The error tells the whole store:
3.82 GiB total capacity; 897.88 MiB already allocated; 20.25 MiB free; 3.06 GiB reserved in total by PyTorch

PyTorch will allocate its own chunk of VRAM for running, and what’s left (MiB free) is the max additional memory you can additionally allocate during run time at this point in the script. So you’re running out of GPU memory, which for a card with only 4Gb of ram thats expected.

Be mindful that we develop on NVIDIA V100s which have at least 16Gb of memory. This is stated in our userguide. That doesn’t mean all problems need 16Gb (quite the opposite) but this means for you’re hardware you will likely need to adjust.

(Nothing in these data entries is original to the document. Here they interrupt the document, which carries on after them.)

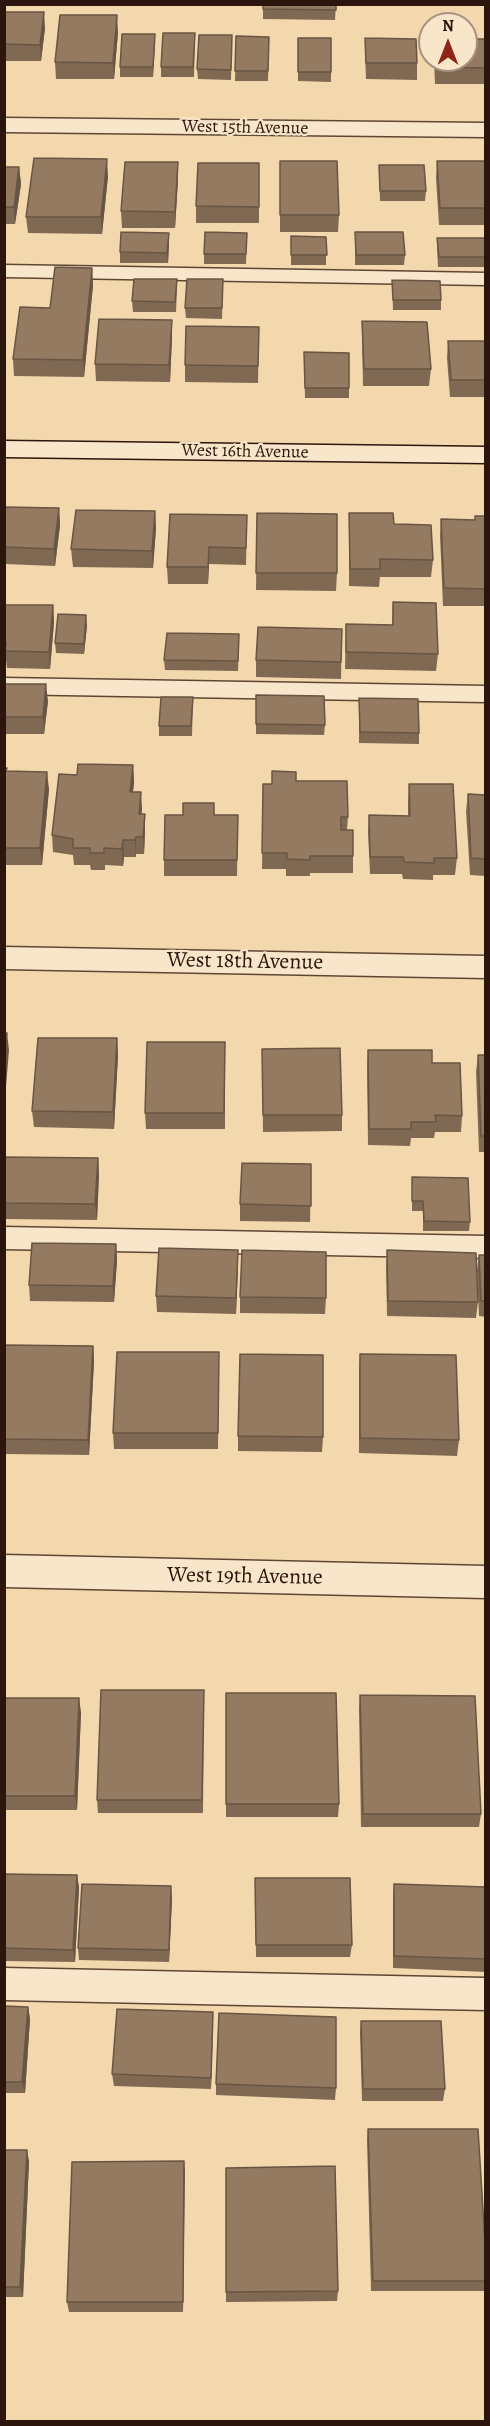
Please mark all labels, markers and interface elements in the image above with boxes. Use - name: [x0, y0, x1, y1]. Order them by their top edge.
- north arrow: [418, 12, 478, 72]
- text: N: [442, 15, 454, 37]
- street label: West 15th Avenue: [181, 116, 309, 140]
- street label: West 16th Avenue: [181, 440, 309, 464]
- street label: West 18th Avenue: [167, 947, 323, 977]
- street label: West 19th Avenue: [167, 1562, 323, 1592]

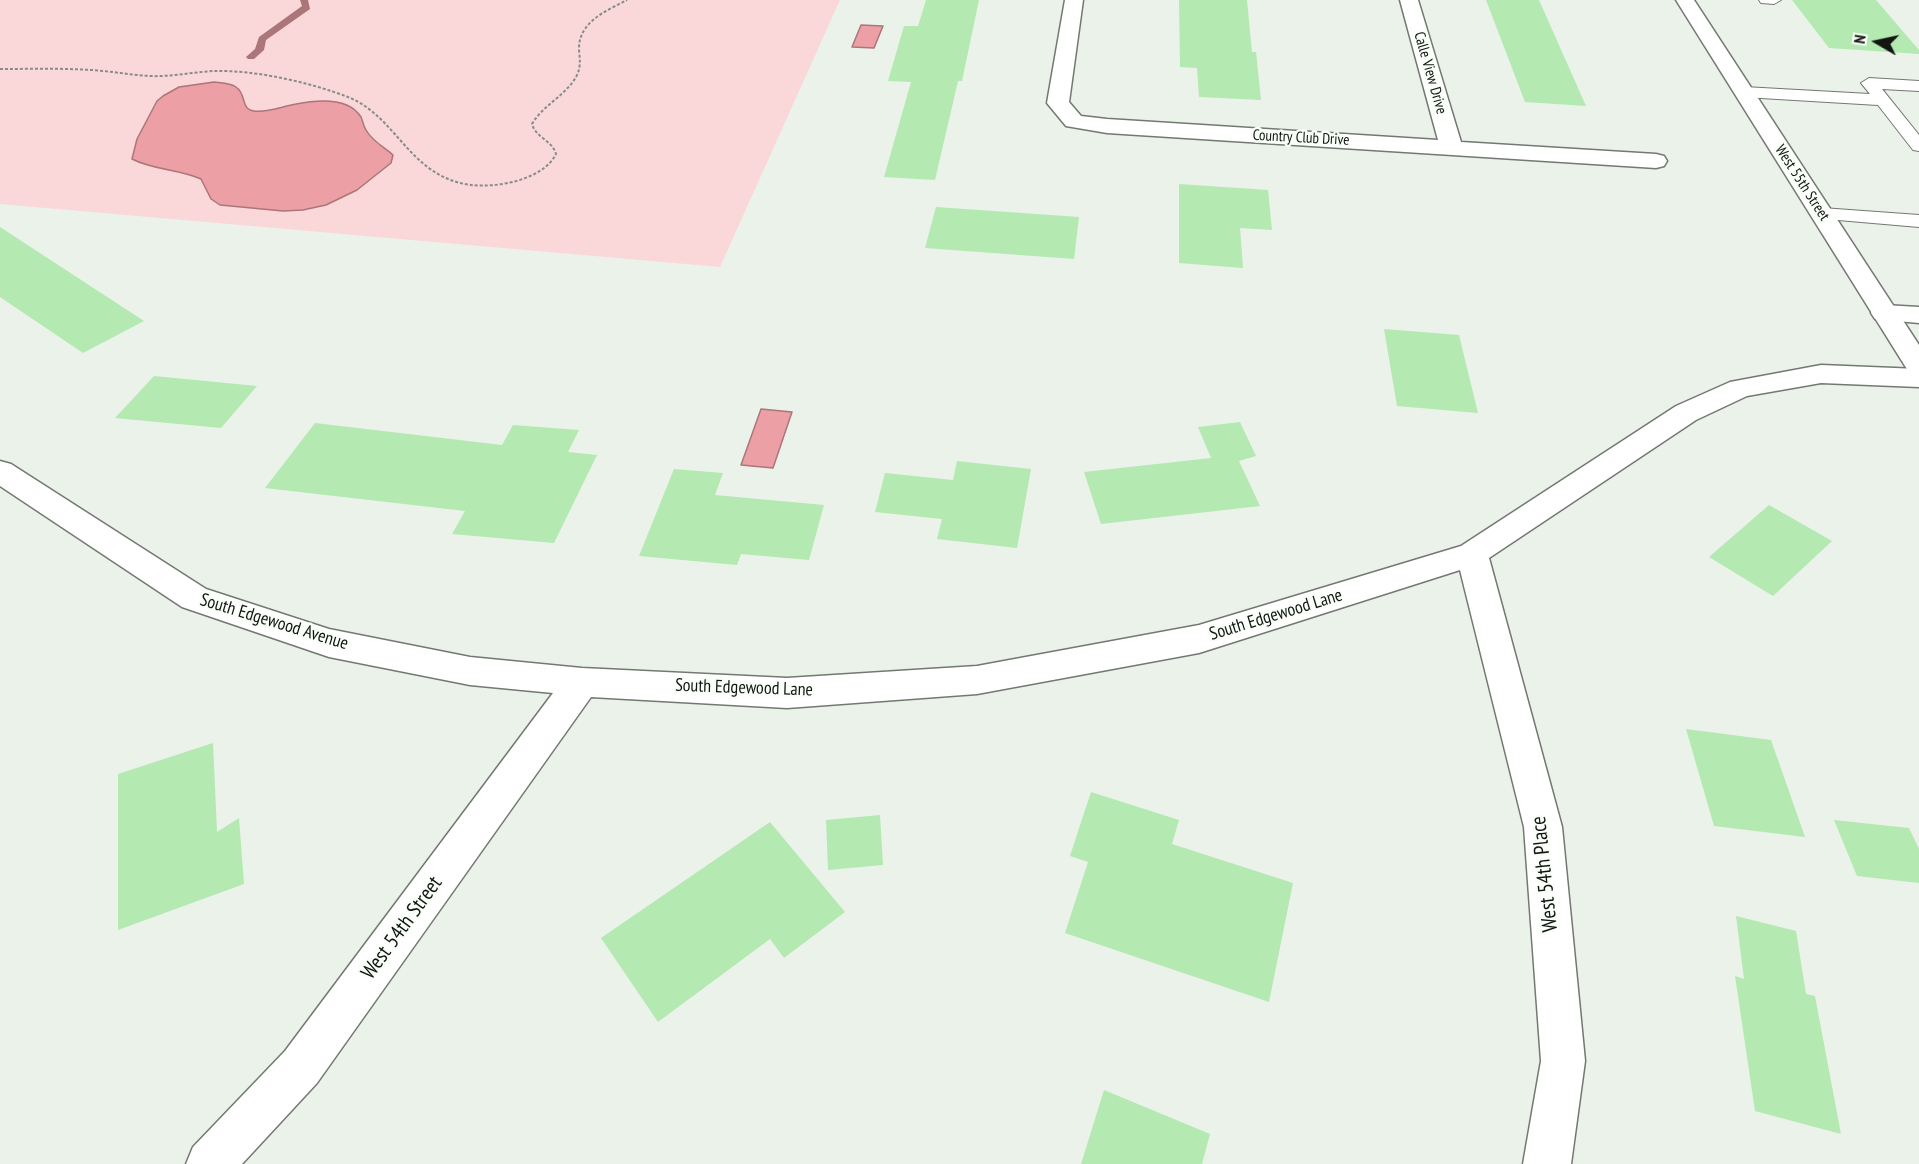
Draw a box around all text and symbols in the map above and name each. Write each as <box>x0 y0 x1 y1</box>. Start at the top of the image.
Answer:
north arrow <box>1847 12 1907 72</box>
street label: Calle View Drive <box>1410 30 1450 116</box>
text: N <box>1849 33 1870 45</box>
street label: Country Club Drive <box>1252 126 1350 150</box>
street label: West 55th Street <box>1771 142 1833 224</box>
street label: South Edgewood Lane <box>1207 585 1345 645</box>
street label: South Edgewood Avenue <box>197 589 351 655</box>
street label: South Edgewood Lane <box>675 675 813 701</box>
street label: West 54th Place <box>1526 815 1564 933</box>
street label: West 54th Street <box>356 872 448 984</box>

The immediate options you have are:

  1. Lower the batch size of all constraints
  2. Lower the size of the neural network (for example reduce number of neurons in each layer)
1 Like

Thanks @ngeneva , all clear, I have misread the error message, I thought 3.06 GiB reserved in total by PyTorch was what Modulus has available in total so an the requested 20.00 MiB belong to that memory, while 20.25 MiB free (almost nothing) is what is left for other processes.

1 Like

This topic was automatically closed 14 days after the last reply. New replies are no longer allowed.